• **AIM OF THE EXERCISE**
Please count how many lines of the data include the word "played". Give only that number in reply.

• **EXTRACTED INFORMATION**
Start of Block
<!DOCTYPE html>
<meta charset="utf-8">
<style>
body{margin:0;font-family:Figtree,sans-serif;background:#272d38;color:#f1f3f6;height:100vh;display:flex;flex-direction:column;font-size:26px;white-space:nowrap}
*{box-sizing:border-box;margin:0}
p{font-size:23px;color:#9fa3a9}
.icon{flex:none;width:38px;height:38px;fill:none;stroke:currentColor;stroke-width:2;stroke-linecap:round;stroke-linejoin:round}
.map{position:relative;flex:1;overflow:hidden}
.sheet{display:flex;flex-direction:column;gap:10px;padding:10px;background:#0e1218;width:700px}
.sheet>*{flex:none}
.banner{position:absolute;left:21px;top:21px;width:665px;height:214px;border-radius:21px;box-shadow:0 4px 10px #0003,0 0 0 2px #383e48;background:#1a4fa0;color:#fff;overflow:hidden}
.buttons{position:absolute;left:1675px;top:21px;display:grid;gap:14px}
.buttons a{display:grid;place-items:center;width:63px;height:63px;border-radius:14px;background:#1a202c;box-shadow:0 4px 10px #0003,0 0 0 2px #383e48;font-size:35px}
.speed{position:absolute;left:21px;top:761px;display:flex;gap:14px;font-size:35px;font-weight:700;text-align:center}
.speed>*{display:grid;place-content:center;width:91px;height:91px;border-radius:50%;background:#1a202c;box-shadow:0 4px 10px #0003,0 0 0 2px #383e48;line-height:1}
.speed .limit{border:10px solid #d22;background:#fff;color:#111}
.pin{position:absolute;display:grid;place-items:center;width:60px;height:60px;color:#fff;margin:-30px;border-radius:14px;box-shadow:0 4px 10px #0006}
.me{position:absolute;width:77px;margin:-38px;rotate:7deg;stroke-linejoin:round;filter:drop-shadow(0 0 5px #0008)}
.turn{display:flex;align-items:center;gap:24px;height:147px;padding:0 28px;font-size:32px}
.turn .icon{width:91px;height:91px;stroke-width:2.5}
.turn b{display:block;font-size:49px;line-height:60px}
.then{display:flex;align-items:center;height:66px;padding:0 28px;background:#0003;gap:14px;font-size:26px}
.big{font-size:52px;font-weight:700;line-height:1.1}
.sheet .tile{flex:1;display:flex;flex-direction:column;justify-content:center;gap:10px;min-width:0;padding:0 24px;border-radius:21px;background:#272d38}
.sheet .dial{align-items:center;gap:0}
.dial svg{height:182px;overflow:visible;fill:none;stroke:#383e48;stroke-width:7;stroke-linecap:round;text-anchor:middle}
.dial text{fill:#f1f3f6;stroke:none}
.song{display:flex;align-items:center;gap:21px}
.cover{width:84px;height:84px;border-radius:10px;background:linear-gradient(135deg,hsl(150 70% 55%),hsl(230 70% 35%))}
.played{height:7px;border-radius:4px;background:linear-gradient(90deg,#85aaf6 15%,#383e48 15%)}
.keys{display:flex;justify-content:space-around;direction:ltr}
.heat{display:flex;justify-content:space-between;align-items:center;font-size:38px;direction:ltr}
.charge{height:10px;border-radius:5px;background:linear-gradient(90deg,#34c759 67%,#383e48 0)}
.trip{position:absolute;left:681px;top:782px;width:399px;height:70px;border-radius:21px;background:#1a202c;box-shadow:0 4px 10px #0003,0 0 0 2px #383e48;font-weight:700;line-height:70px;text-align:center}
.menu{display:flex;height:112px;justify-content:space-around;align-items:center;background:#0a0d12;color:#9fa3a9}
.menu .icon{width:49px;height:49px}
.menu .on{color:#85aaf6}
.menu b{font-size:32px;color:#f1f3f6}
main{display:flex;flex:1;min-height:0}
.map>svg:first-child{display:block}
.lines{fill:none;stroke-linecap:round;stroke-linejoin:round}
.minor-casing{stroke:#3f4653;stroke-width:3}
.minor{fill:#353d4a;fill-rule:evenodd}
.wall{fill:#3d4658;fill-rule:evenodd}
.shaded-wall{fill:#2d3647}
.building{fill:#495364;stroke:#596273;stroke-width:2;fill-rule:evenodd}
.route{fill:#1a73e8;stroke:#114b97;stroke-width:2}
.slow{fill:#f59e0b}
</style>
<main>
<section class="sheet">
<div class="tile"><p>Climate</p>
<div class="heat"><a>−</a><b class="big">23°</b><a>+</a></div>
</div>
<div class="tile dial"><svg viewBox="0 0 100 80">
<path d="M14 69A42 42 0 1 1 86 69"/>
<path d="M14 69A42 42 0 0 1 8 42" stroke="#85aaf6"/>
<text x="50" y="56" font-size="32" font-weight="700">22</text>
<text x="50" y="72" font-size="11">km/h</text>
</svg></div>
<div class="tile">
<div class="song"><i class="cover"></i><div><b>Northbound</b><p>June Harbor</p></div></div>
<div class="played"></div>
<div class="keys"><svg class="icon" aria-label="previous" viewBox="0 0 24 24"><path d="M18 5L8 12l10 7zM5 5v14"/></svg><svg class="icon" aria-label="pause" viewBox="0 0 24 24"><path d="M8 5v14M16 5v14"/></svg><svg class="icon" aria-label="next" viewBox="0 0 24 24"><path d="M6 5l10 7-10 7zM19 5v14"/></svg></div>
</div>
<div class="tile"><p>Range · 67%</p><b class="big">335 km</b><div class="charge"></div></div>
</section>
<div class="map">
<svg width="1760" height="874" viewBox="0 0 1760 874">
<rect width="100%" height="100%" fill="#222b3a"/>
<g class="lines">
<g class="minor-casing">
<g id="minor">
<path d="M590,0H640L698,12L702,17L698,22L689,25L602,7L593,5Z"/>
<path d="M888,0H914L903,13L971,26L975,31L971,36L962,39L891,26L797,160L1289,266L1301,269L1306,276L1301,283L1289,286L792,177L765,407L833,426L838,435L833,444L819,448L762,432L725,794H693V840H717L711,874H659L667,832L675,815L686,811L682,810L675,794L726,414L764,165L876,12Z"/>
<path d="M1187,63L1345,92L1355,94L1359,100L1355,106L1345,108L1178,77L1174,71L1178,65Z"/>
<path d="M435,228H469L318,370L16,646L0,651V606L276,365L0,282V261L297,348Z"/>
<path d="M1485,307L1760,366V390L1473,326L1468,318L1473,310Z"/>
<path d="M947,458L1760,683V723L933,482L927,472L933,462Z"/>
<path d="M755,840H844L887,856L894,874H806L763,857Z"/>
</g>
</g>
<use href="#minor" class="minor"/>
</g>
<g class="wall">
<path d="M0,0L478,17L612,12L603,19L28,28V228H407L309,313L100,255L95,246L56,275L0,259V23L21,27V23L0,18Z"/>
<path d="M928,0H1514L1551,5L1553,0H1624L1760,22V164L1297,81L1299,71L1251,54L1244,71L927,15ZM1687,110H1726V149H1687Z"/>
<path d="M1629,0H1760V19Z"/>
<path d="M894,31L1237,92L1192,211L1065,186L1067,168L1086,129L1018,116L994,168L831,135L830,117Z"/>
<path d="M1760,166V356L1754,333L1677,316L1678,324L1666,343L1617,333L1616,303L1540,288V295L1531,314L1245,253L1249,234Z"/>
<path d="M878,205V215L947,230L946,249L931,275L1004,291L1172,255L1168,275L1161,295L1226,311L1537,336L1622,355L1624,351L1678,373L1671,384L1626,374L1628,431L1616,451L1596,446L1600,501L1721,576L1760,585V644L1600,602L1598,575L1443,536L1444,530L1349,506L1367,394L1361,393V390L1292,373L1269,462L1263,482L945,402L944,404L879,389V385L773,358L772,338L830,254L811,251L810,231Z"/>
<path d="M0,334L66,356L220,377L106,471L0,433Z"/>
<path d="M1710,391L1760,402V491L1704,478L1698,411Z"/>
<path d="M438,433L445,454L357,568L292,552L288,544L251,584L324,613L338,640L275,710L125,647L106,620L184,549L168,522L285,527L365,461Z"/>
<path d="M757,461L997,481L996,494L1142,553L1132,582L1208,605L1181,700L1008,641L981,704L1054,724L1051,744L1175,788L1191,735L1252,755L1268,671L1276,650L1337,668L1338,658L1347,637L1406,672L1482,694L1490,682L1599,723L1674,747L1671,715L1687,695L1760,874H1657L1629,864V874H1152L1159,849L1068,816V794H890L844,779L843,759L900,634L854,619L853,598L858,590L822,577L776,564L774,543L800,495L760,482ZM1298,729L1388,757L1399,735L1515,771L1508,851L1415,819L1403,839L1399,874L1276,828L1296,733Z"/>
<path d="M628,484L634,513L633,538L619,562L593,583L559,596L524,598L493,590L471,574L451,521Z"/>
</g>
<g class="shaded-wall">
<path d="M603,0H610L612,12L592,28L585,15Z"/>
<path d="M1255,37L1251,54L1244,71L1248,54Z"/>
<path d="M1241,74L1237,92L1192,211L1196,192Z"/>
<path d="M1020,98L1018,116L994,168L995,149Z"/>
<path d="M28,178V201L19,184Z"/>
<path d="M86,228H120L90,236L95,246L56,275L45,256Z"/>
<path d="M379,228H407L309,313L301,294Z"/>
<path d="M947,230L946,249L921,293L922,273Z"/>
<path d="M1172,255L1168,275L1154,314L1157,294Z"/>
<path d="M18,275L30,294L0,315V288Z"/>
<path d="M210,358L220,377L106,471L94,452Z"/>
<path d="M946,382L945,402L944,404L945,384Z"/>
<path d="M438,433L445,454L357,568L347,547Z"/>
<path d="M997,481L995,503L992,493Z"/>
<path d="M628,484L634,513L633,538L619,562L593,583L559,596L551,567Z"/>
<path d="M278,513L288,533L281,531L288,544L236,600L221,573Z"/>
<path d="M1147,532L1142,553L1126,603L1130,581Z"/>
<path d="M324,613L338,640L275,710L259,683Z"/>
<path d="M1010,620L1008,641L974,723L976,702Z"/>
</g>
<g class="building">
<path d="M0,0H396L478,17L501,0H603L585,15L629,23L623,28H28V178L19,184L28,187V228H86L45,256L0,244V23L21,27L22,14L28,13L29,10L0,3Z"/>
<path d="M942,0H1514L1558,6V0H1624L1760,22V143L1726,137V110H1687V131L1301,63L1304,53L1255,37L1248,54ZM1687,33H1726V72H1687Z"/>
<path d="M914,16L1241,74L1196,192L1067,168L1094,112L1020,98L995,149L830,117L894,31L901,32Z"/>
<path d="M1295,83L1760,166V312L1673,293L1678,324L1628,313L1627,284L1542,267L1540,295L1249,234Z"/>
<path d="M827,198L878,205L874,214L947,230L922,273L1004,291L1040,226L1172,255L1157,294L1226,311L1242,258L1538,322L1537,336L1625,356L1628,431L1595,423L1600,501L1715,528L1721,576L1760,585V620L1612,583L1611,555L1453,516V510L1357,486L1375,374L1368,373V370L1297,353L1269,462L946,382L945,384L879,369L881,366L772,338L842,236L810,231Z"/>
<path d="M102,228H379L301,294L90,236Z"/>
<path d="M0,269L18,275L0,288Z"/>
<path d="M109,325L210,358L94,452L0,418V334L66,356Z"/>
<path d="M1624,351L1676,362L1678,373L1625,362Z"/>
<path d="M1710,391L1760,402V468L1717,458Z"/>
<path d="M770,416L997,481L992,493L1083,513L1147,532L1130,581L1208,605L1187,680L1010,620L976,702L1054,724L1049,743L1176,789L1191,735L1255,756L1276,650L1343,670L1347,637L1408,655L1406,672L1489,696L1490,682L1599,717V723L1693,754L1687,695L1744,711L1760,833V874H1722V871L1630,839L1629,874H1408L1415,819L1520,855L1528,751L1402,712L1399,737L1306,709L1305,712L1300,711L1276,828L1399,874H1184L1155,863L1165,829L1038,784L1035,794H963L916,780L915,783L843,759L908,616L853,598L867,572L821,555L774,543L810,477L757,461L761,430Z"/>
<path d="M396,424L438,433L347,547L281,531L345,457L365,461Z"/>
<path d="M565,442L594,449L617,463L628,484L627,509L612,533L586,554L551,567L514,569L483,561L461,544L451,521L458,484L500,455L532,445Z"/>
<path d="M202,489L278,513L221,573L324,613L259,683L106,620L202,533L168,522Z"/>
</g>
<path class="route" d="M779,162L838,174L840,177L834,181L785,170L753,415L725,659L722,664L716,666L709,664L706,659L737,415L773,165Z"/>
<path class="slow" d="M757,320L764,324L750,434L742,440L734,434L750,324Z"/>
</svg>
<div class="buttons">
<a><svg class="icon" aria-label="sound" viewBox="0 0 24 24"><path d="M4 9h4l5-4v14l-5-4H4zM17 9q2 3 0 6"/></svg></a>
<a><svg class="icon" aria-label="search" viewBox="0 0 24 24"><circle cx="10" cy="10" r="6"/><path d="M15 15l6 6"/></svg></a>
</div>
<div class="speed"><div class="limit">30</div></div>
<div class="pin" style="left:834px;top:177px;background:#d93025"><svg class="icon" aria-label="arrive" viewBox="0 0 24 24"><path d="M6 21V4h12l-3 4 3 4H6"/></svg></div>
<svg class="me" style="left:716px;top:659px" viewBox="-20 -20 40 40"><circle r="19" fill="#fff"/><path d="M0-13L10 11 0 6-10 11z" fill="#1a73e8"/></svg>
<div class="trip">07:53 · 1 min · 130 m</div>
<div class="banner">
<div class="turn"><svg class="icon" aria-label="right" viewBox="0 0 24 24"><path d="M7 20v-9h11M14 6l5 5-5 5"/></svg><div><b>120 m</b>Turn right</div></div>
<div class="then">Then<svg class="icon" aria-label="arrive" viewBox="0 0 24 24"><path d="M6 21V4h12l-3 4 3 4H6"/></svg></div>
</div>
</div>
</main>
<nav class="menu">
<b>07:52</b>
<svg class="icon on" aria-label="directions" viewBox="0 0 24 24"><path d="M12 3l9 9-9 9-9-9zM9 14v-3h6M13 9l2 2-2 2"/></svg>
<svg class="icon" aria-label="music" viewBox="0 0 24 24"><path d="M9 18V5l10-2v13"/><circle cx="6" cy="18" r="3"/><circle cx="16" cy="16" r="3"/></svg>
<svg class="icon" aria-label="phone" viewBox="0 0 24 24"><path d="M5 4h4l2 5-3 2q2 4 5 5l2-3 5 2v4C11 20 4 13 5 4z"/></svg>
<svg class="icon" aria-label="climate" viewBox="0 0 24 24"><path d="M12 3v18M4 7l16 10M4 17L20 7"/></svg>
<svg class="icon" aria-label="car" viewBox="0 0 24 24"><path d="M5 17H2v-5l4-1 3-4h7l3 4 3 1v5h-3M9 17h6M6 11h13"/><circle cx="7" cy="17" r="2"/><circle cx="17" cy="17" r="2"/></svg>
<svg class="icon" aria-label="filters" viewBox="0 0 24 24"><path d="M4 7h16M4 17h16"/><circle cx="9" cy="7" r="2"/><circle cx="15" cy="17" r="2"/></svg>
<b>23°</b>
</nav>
End of Block
• **TASK SOLUTION**
2